■ What this task involves ■
Retype all of the data. Every line must match exactly.

■ Data extract ■
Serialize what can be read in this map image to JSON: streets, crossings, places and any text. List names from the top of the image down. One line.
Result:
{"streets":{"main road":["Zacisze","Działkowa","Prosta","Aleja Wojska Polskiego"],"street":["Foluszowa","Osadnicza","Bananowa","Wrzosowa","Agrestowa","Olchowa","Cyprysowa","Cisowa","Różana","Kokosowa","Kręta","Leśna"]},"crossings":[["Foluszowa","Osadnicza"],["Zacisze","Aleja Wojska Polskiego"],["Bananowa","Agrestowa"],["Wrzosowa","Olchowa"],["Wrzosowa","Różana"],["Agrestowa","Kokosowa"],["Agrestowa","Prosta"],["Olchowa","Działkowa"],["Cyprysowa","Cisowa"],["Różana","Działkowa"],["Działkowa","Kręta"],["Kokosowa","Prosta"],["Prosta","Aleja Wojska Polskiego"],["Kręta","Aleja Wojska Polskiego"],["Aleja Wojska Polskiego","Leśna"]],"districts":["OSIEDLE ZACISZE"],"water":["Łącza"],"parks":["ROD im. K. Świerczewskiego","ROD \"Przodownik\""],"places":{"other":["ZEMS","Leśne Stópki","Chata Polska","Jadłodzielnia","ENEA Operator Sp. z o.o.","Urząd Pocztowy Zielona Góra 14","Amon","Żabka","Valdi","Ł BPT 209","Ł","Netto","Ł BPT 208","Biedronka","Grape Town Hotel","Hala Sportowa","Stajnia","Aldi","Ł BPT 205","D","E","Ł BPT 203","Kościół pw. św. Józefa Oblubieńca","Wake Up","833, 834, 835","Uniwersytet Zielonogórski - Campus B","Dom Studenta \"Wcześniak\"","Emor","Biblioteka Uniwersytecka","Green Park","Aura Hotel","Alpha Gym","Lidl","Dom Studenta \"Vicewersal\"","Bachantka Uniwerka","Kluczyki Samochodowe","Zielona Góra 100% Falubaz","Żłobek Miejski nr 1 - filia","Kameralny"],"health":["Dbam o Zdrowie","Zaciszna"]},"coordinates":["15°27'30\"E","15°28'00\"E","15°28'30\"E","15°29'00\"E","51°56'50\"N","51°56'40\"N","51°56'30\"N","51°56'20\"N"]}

■ Answer area ■
Serialize what can be read in this map image to JSON: streets, crossings, places and any text. List names from the top of the image down. One line.
Result:
{"streets":{"main road":["Zacisze","Działkowa","Prosta","Aleja Wojska Polskiego"],"street":["Foluszowa","Osadnicza","Bananowa","Wrzosowa","Agrestowa","Olchowa","Cyprysowa","Cisowa","Różana","Kokosowa","Kręta","Leśna"]},"crossings":[["Foluszowa","Osadnicza"],["Zacisze","Aleja Wojska Polskiego"],["Bananowa","Agrestowa"],["Wrzosowa","Olchowa"],["Wrzosowa","Różana"],["Agrestowa","Kokosowa"],["Agrestowa","Prosta"],["Olchowa","Działkowa"],["Cyprysowa","Cisowa"],["Różana","Działkowa"],["Działkowa","Kręta"],["Kokosowa","Prosta"],["Prosta","Aleja Wojska Polskiego"],["Kręta","Aleja Wojska Polskiego"],["Aleja Wojska Polskiego","Leśna"]],"districts":["OSIEDLE ZACISZE"],"water":["Łącza"],"parks":["ROD im. K. Świerczewskiego","ROD \"Przodownik\""],"places":{"other":["ZEMS","Leśne Stópki","Chata Polska","Jadłodzielnia","ENEA Operator Sp. z o.o.","Urząd Pocztowy Zielona Góra 14","Amon","Żabka","Valdi","Ł BPT 209","Ł","Netto","Ł BPT 208","Biedronka","Grape Town Hotel","Hala Sportowa","Stajnia","Aldi","Ł BPT 205","D","E","Ł BPT 203","Kościół pw. św. Józefa Oblubieńca","Wake Up","833, 834, 835","Uniwersytet Zielonogórski - Campus B","Dom Studenta \"Wcześniak\"","Emor","Biblioteka Uniwersytecka","Green Park","Aura Hotel","Alpha Gym","Lidl","Dom Studenta \"Vicewersal\"","Bachantka Uniwerka","Kluczyki Samochodowe","Zielona Góra 100% Falubaz","Żłobek Miejski nr 1 - filia","Kameralny"],"health":["Dbam o Zdrowie","Zaciszna"]},"coordinates":["15°27'30\"E","15°28'00\"E","15°28'30\"E","15°29'00\"E","51°56'50\"N","51°56'40\"N","51°56'30\"N","51°56'20\"N"]}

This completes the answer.